Alcius wrote in his notes, "When we arrived in Cap Haïtien, the war in the north was seriously in jeopardy, so much so that the [revolution’s] leader, General Florvil Hyppolite, believed it prudent to retreat to Ouanaminthe on the border [with the Dominican Republic]. When we landed, we were taken to the Hotel [controlled by] General St. Martin Dupuy, the sole minister who was entrusted with every portfolio since the other with titles were either absent or [preoccupied]. After he read the letters that were sent by Edmond Paul, he provided us with a detailed explanation of the situation…Thanks to the help from the inhabitants of Jacmel, [Hyppolite’s lieutenants] Mompoint Jeune et Jean-Jumeau were able to continue the war in the Artibonite and harass the enemy troops all the way to the border of Arcahaie. In Saltrou, Dumourier Rabel sided with the revolution. General Hyppolite sent a Jacmel company led by Chicoye to help him. The expedition arrived in a city in ruins, bombarded by Dardignac. The army from Saltrou marched on Jacmel via Marigot [a town in the south]. When it arrived… it stumbled into Dardignac’s army and [charged] out to meet it. A violent battle ensued in which Dardignac was killed at three o’clock in the afternoon, 3 August, 1889.

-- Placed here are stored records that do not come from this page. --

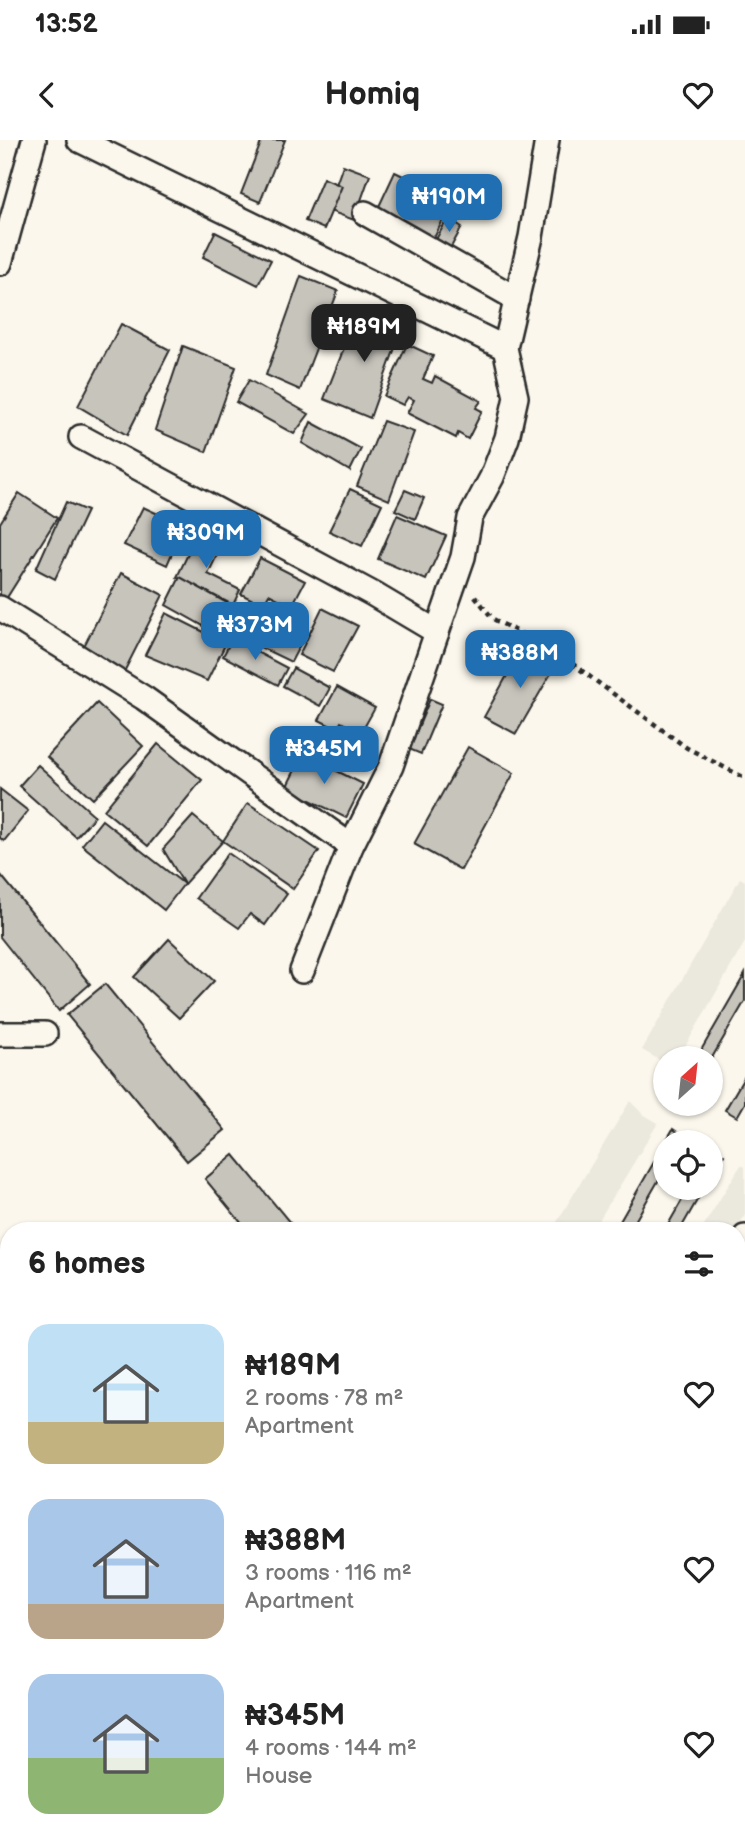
<!DOCTYPE html>
<html lang="en">
<head>
<meta charset="utf-8">
<style>
	:root { --surface:#fff; --page:#f6f6f6; --text:#222; --muted:#767676; --accent:#1f6fb2 }
	body { margin:0; font-family:"Balsamiq Sans",sans-serif; background:var(--page); color:var(--text); height:100vh; display:flex; flex-direction:column; font-size:26px; white-space:nowrap }
	* { box-sizing:border-box; margin:0 }
	p { font-size:23px; color:var(--muted) }
	.icon { flex:none; width:38px; height:38px; fill:none; stroke:currentColor; stroke-width:2; stroke-linecap:round; stroke-linejoin:round }
	.map { position:relative; flex:1; overflow:hidden }
	.side { position:absolute; left:0px; top:1082px; width:746px; height:625px; display:flex; flex-direction:column; background:var(--surface); border-radius:28px 28px 0 0; box-shadow:0 2px 5px #0004 }
	.side>* { flex:none }
	.needle { width:46px; rotate:27deg }
	.buttons { position:absolute; left:653px; top:906px; display:grid; gap:14px }
	.buttons a { display:grid; place-items:center; width:70px; height:70px; border-radius:50%; background:var(--surface); box-shadow:0 2px 5px #0004; font-size:35px }
	.price { position:absolute; translate:-50% -60px; padding:0 16px; border-radius:14px; background:var(--accent); color:#fff; font-size:23px; line-height:46px; filter:drop-shadow(0 2px 4px #0008) }
	.price::after { content:''; position:absolute; left:50%; top:42px; width:21px; height:16px; margin-left:-10px; background:inherit; clip-path:polygon(0 0,100% 0,50% 100%) }
	.price.current { background:#222; color:#fff }
	ul { padding:0; list-style:none }
	li { display:flex; align-items:center; gap:21px; height:175px; padding:0 28px }
	li span { display:grid; place-items:center; flex:none; width:196px; height:140px; border-radius:21px; color:#555 }
	li>.icon { margin-inline-start:auto }
	span .icon { width:84px; height:84px; fill:#fffc; stroke-width:1 }
	li b { font-size:30px }
	h2 { display:flex; justify-content:space-between; align-items:center; height:84px; padding:0 28px; font-size:30px }
	.status { display:flex; justify-content:space-between; align-items:center; height:49px; padding:0 35px; background:var(--surface); direction:ltr }
	.status svg { height:19px; fill:currentColor }
	header { display:flex; justify-content:space-between; align-items:center; height:91px; padding:0 28px; background:var(--surface); font-size:32px; font-weight:700 }
	.map>svg:first-child { display:block }
	.built { fill:#ebe8de }
	.building { fill:#c7c4bc; stroke:#2b2b2b; stroke-width:2 }
	.lines { fill:none; stroke-linecap:round; stroke-linejoin:round }
	.street-casing { stroke:#2b2b2b; stroke-width:28 }
	.path { stroke:#2b2b2b; stroke-width:4.5; stroke-dasharray:5 5; stroke-linecap:butt }
	.street { stroke:#fbf7ec; stroke-width:23 }
</style>
</head>
<body>
<div class="status"><b>13:52</b><svg viewBox="0 0 49 12"><path d="M0 12V9h3v3zM5 12V6h3v6zM10 12V3h3v9zM15 12V0h3v12zM26 1h20v11H26zM47 4h2v5h-2z"/></svg></div>
<header><svg class="icon" aria-label="back" viewBox="0 0 24 24"><path d="M15 5l-7 7 7 7"/></svg>Homiq<svg class="icon" aria-label="heart" viewBox="0 0 24 24"><path d="M12 20l-8-8c-3-5 5-10 8-4 3-6 11-1 8 4z"/></svg></header>
<div class="map">
<svg width="745" height="1706" viewBox="0 0 745 1706">
	<rect width="100%" height="100%" fill="#fbf7ec"/>
	<filter id="ink" filterUnits="userSpaceOnUse"><feTurbulence type="fractalNoise" baseFrequency=".0143" numOctaves="2"/><feDisplacementMap in="SourceGraphic" scale="14" xChannelSelector="R" yChannelSelector="G"/><feConvolveMatrix kernelMatrix="1 2 1 2 8 2 1 2 1" color-interpolation-filters="sRGB"/></filter>
	<g filter="url(#ink)">
		<!-- built -->
		<g class="built">
			<polygon points="740,738 745,741 745,802 678,919 665,919 665,923 642,910"/>
			<polygon points="630,961 643,974 658,983 593,1090 552,1090"/>
			<polygon points="741,1025 745,1027 745,1075 736,1090 701,1090"/>
		</g>
		<!-- building -->
		<g class="building">
			<polygon points="262,0 285,0 260,62 241,54"/>
			<polygon points="343,25 370,35 354,80 327,70"/>
			<polygon points="395,32 453,60 431,104 374,77"/>
			<polygon points="323,38 342,46 324,89 305,81"/>
			<polygon points="448,78 462,87 450,109 435,101"/>
			<polygon points="215,92 271,120 258,145 203,117"/>
			<polygon points="301,136 338,151 300,250 266,235"/>
			<polygon points="359,170 402,188 370,278 324,259"/>
			<polygon points="121,184 170,210 127,295 78,266"/>
			<polygon points="407,204 433,216 423,239 432,243 435,236 481,261 476,268 482,271 468,299 458,293 456,298 407,273 414,260 408,257 403,265 384,256"/>
			<polygon points="183,206 236,227 206,312 155,290"/>
			<polygon points="249,240 309,274 294,294 236,262"/>
			<polygon points="383,281 414,292 389,360 357,346"/>
			<polygon points="311,282 361,309 350,331 302,303"/>
			<polygon points="350,349 382,364 362,406 329,391"/>
			<polygon points="405,350 424,358 415,379 395,370"/>
			<polygon points="19,353 57,378 6,459 0,455 0,383"/>
			<polygon points="66,362 87,371 55,439 36,429"/>
			<polygon points="143,367 184,386 167,425 124,405"/>
			<polygon points="397,375 446,396 426,440 378,419"/>
			<polygon points="198,393 222,405 208,434 240,450 233,465 177,437"/>
			<polygon points="260,418 305,441 292,466 269,454 263,465 241,454"/>
			<polygon points="121,433 163,455 124,532 82,510"/>
			<polygon points="180,437 238,469 225,498 166,465"/>
			<polygon points="322,468 358,486 333,532 299,515"/>
			<polygon points="166,473 226,503 207,541 145,515"/>
			<polygon points="267,487 285,496 288,491 303,499 291,522 258,506"/>
			<polygon points="232,499 287,528 278,545 223,516"/>
			<polygon points="524,505 557,523 516,594 484,577"/>
			<polygon points="293,528 330,548 320,566 283,546"/>
			<polygon points="337,547 375,568 361,593 341,582 337,589 319,580"/>
			<polygon points="430,559 442,564 421,614 409,609"/>
			<polygon points="97,563 143,606 93,659 47,617"/>
			<polygon points="158,604 202,640 148,706 104,670"/>
			<polygon points="468,607 514,633 461,730 414,704"/>
			<polygon points="303,614 363,644 346,678 286,648"/>
			<polygon points="38,625 95,676 76,697 19,646"/>
			<polygon points="0,649 28,671 4,701 0,698"/>
			<polygon points="248,663 319,711 293,749 223,701"/>
			<polygon points="193,676 223,701 184,744 163,709"/>
			<polygon points="102,680 184,744 164,770 82,705"/>
			<polygon points="228,713 287,754 265,785 250,774 239,788 196,758"/>
			<polygon points="0,734 90,844 59,871 0,797"/>
			<polygon points="169,799 214,841 179,878 134,837"/>
			<polygon points="745,834 745,861 710,921 710,919 696,919"/>
			<polygon points="105,844 225,990 187,1021 67,875"/>
			<polygon points="745,936 745,963 737,977 725,970"/>
			<polygon points="673,989 684,996 680,1003 665,1003"/>
			<polygon points="665,1003 665,1029 630,1090 615,1090"/>
			<polygon points="712,1008 724,1015 710,1038 710,1010"/>
			<polygon points="234,1015 296,1090 247,1090 205,1039"/>
			<polygon points="689,1048 704,1048 680,1090 665,1090"/>
			<polygon points="745,1160 745,1219 737,1214 737,1175"/>
			<polygon points="745,1277 745,1344 737,1339 737,1291"/>
			<polygon points="0,1677 9,1682 9,1698 35,1698 30,1706 19,1706 0,1695"/>
			<polygon points="333,1698 381,1698 389,1706 323,1706"/>
		</g>
		<g class="lines">
			<defs>
				<g id="street">
					<polyline points="79,0 505,208"/>
					<polyline points="365,73 517,159"/>
					<polyline points="0,123 34,0"/>
					<polyline points="81,297 373,454 437,492 463,417 470,378 492,337 507,298 516,257 505,208 531,97 547,0"/>
					<polyline points="0,468 144,558 351,706"/>
					<polyline points="302,831 351,706 391,626 437,492"/>
					<polyline points="0,894 45,894"/>
					<polyline points="737,1112 745,1097"/>
					<polyline points="0,1462 9,1472"/>
					<polyline points="737,1692 745,1702"/>
					<polyline points="214,1698 221,1706"/>
					<polyline points="422,1698 430,1706"/>
					<polyline points="123,1706 132,1698"/>
				</g>
			</defs>
			<!-- street casing -->
			<use href="#street" class="street-casing"/>
			<!-- path -->
			<polyline class="path" points="475,456 493,479 555,511 687,608 745,638"/>
			<!-- street -->
			<use href="#street" class="street"/>
		</g>
	</g>
</svg>
<div class="buttons">
<a><svg class="needle" viewBox="-14 -14 28 28"><path d="M0-13l5 13h-10z" fill="#e53935"/><path d="M0 13l5-13h-10z" fill="#767676"/></svg></a>
<a><svg class="icon" aria-label="locate" viewBox="0 0 24 24"><circle cx="12" cy="12" r="6"/><path d="M12 2v4M12 18v4M2 12h4M18 12h4"/></svg></a>
</div>
<b class="price" style="left:449px;top:94px">₦190M</b>
<b class="price current" style="left:364px;top:224px">₦189M</b>
<b class="price" style="left:206px;top:430px">₦309M</b>
<b class="price" style="left:255px;top:522px">₦373M</b>
<b class="price" style="left:520px;top:550px">₦388M</b>
<b class="price" style="left:324px;top:646px">₦345M</b>
<section class="side">
<h2>6 homes<svg class="icon" aria-label="filters" viewBox="0 0 24 24"><path d="M4 7h16M4 17h16"/><circle cx="9" cy="7" r="2"/><circle cx="15" cy="17" r="2"/></svg></h2>
<ul>
<li><span style="background:linear-gradient(#bfe0f5 70%,#c2b280 0)"><svg class="icon" aria-label="home" viewBox="0 0 24 24"><path d="M3 11l9-7 9 7M6 9v11h12V9"/></svg></span><div><b>₦189M</b><p>2 rooms · 78 m²</p><p>Apartment</p></div><svg class="icon" aria-label="heart" viewBox="0 0 24 24"><path d="M12 20l-8-8c-3-5 5-10 8-4 3-6 11-1 8 4z"/></svg></li>
<li><span style="background:linear-gradient(#a9c7e8 75%,#b9a48a 0)"><svg class="icon" aria-label="home" viewBox="0 0 24 24"><path d="M3 11l9-7 9 7M6 9v11h12V9"/></svg></span><div><b>₦388M</b><p>3 rooms · 116 m²</p><p>Apartment</p></div><svg class="icon" aria-label="heart" viewBox="0 0 24 24"><path d="M12 20l-8-8c-3-5 5-10 8-4 3-6 11-1 8 4z"/></svg></li>
<li><span style="background:linear-gradient(#a9c7e8 60%,#8fb573 0)"><svg class="icon" aria-label="home" viewBox="0 0 24 24"><path d="M3 11l9-7 9 7M6 9v11h12V9"/></svg></span><div><b>₦345M</b><p>4 rooms · 144 m²</p><p>House</p></div><svg class="icon" aria-label="heart" viewBox="0 0 24 24"><path d="M12 20l-8-8c-3-5 5-10 8-4 3-6 11-1 8 4z"/></svg></li>
</ul>
</section>
</div>
</body>
</html>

This was Légitime’s last stronghold and it fell. For folklore, we wrote this song… to [commemorate] the fall and the death of Dardignac. "Dardignac, where did you go? I went to Carrefour Cap-Rouge. I met Numa Rabel. He was too strong. My jaw is swollen!"

The government proposed peace and on August 22nd Légitime abdicated power. The revolutionary army arrived at the capital. At its head was General Florvil Hyppolite who established a provisional government.